■ Exercise objective:
Please return the data that follows precisely as written, but without the images.

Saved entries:
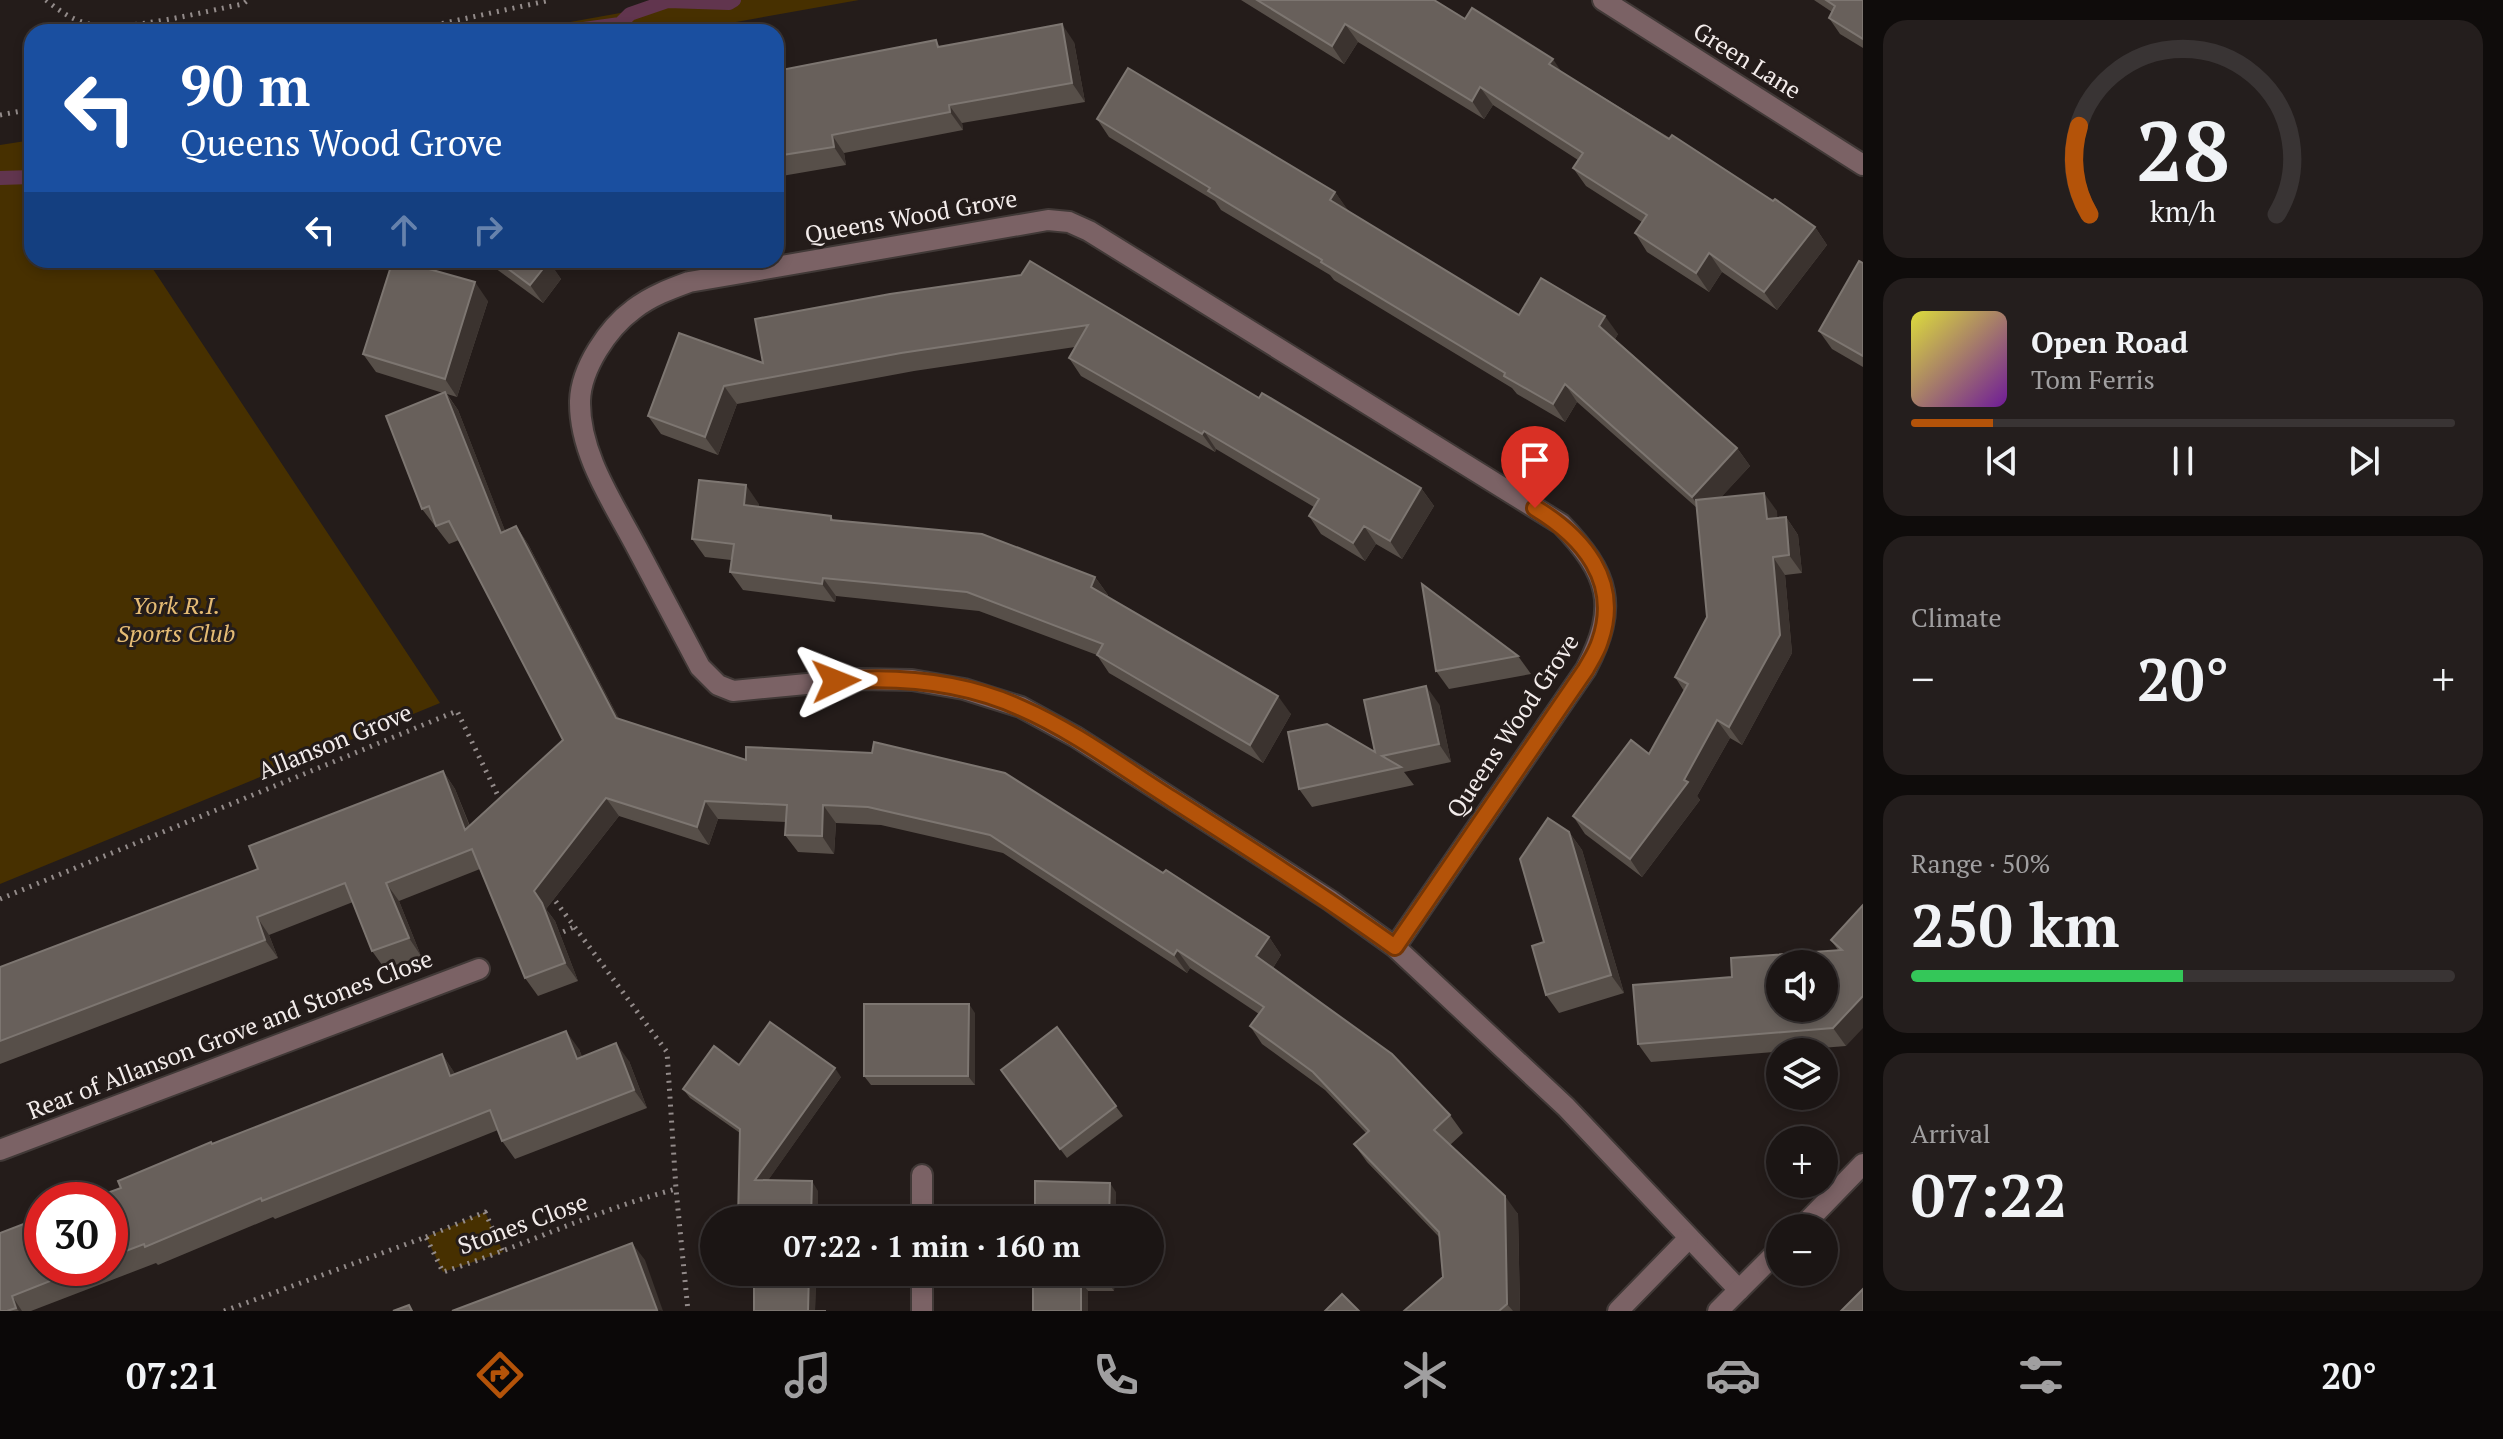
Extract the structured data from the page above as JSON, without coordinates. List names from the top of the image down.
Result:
{
  "streets": {
    "street": ["Green Lane", "Queens Wood Grove", "Rear of Allanson Grove and Stones Close"],
    "path": ["Allanson Grove", "Stones Close"]
  },
  "parks": ["York R.I. Sports Club"],
  "page": {
    "turn": ["90 m", "Queens Wood Grove"],
    "song": ["Open Road", "Tom Ferris"],
    "tile": [
      "Climate",
      ["Range · 50%", "250 km"],
      ["Arrival", "07:22"]
    ],
    "heat": ["−", "20°", "+"],
    "map_buttons": ["+", "−"],
    "limit": "30",
    "trip": "07:22 · 1 min · 160 m",
    "tabs": ["07:21", "20°"],
    "gauge": ["28", "km/h"]
  }
}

■ Your response:
Extract the structured data from the page above as JSON, without coordinates. List names from the top of the image down.
Result:
{
  "streets": {
    "street": ["Green Lane", "Queens Wood Grove", "Rear of Allanson Grove and Stones Close"],
    "path": ["Allanson Grove", "Stones Close"]
  },
  "parks": ["York R.I. Sports Club"],
  "page": {
    "turn": ["90 m", "Queens Wood Grove"],
    "song": ["Open Road", "Tom Ferris"],
    "tile": [
      "Climate",
      ["Range · 50%", "250 km"],
      ["Arrival", "07:22"]
    ],
    "heat": ["−", "20°", "+"],
    "map_buttons": ["+", "−"],
    "limit": "30",
    "trip": "07:22 · 1 min · 160 m",
    "tabs": ["07:21", "20°"],
    "gauge": ["28", "km/h"]
  }
}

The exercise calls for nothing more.